Until now there were no federal standards required of the food industry for the use of “gluten-free” on product labels, and as a result an estimated 5% of foods labeled “gluten-free” contained gluten in amounts that exceeded the new threshold.

The new rules also permit manufacturers to use a “gluten-free” label if the food does not contain wheat, rye, barley or crossbreeds of these grains; ingredients derived from these grains and not processed to remove gluten; or ingredients derived from these grains and processed to remove gluten if the resulting product exceeds the 20 ppm threshold.

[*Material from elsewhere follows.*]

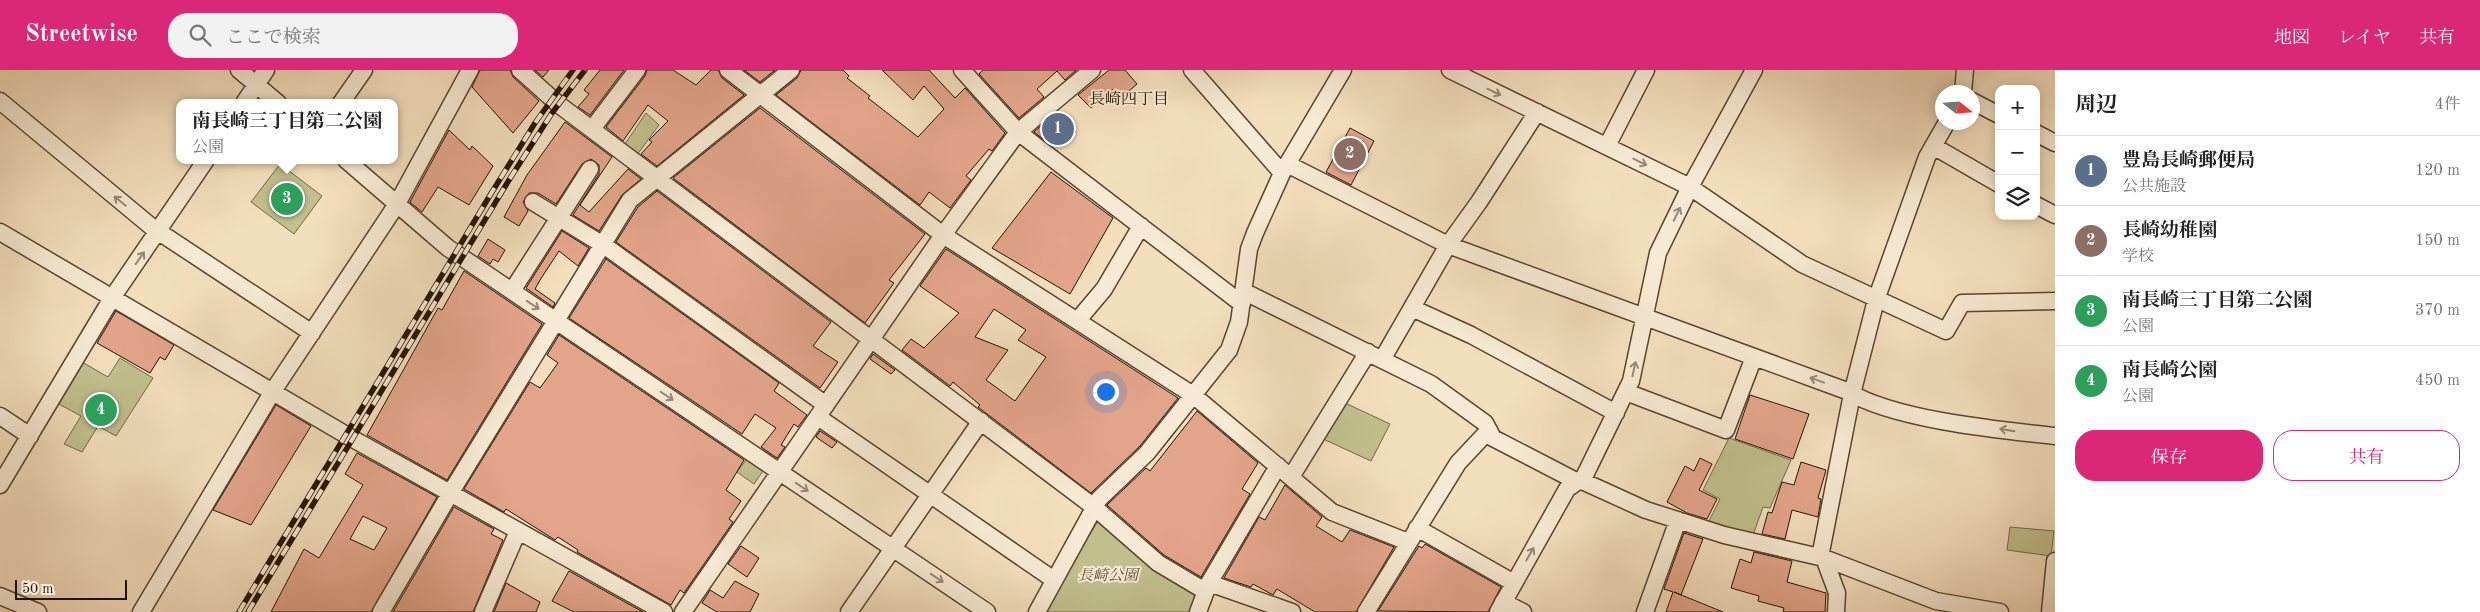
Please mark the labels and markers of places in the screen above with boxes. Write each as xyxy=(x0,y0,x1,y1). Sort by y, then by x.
pin: 1 xyxy=(1042,110,1074,148)
pin: 2 xyxy=(1334,135,1366,173)
pin: 3 xyxy=(271,180,303,218)
pin: 4 xyxy=(85,391,117,429)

Any product that fails to meet these requirements “is considered misbranded and subject to regulatory action by the FDA.”

The newly enforced requirements apply to packaged foods, and consumers with concerns should be cautious about foods marketed as gluten-free in restaurants, according to the update.

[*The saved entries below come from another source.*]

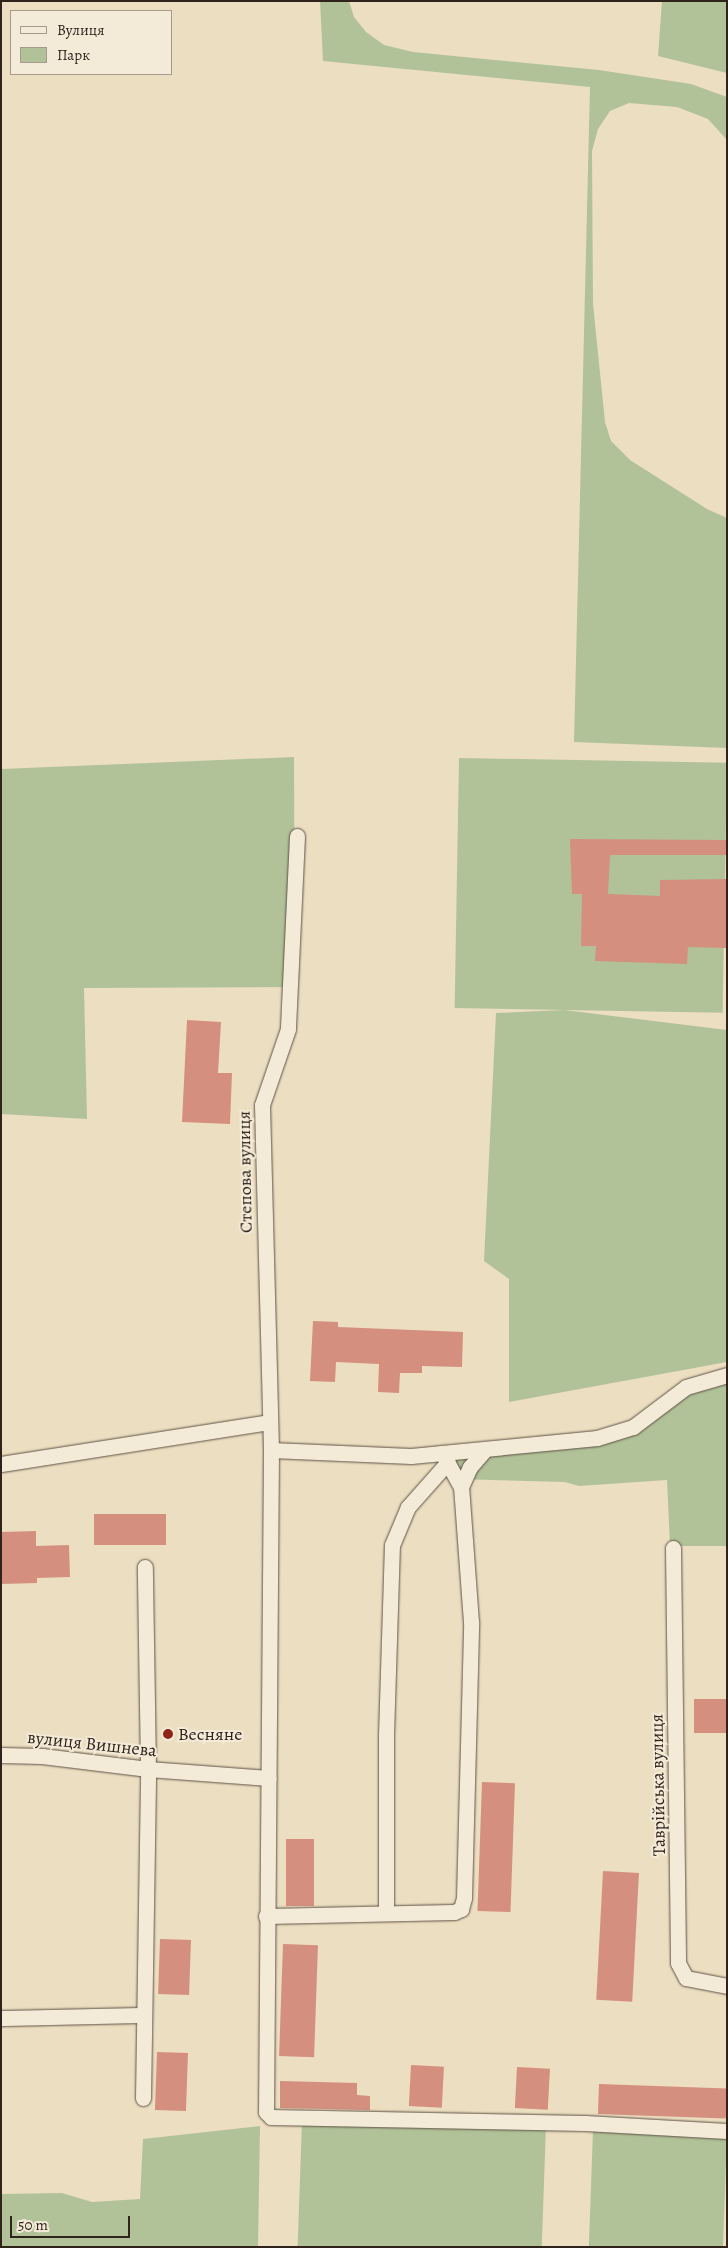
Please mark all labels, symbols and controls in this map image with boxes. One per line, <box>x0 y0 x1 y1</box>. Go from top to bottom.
legend <box>10 10 172 75</box>
text: Вулиця <box>57 20 104 40</box>
text: Парк <box>57 45 90 65</box>
street label: Степова вулиця <box>233 1111 257 1233</box>
street label: Таврійська вулиця <box>646 1714 670 1856</box>
place label: Весняне <box>178 1723 242 1745</box>
street label: вулиця Вишнева <box>26 1726 158 1762</box>
marker: Весняне <box>162 1728 174 1740</box>
scale bar <box>12 2206 132 2238</box>
text: 50 m <box>18 2215 48 2235</box>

“With the new FDA gluten-free regulations now being enforced, restaurants will be well-served to ensure they are meeting the FDA-defined claim,” Joy Dubost, PhD, RD, senior director of nutrition of the National Restaurant Association, said in the update. “We will continue to work with restaurant operators and chefs to assist and ensure a favorable dining experience for consumers.”

The FDA standards established in August 2013 defining requirements for food products labeled “gluten-free” go into effect today, according to an FDA consumer update.

Food product manufacturers were given 1 year to comply with the new label requirements, which apply to any food whose label reads, “gluten-free,” “without gluten,” “free of gluten,” or “no gluten.” A key new requirement for a product to be labeled “gluten free” is a gluten limit of less than 20 ppm, which is the lowest level at which gluten can be consistently and objectively detected in food, and is consistent with international food safety standards.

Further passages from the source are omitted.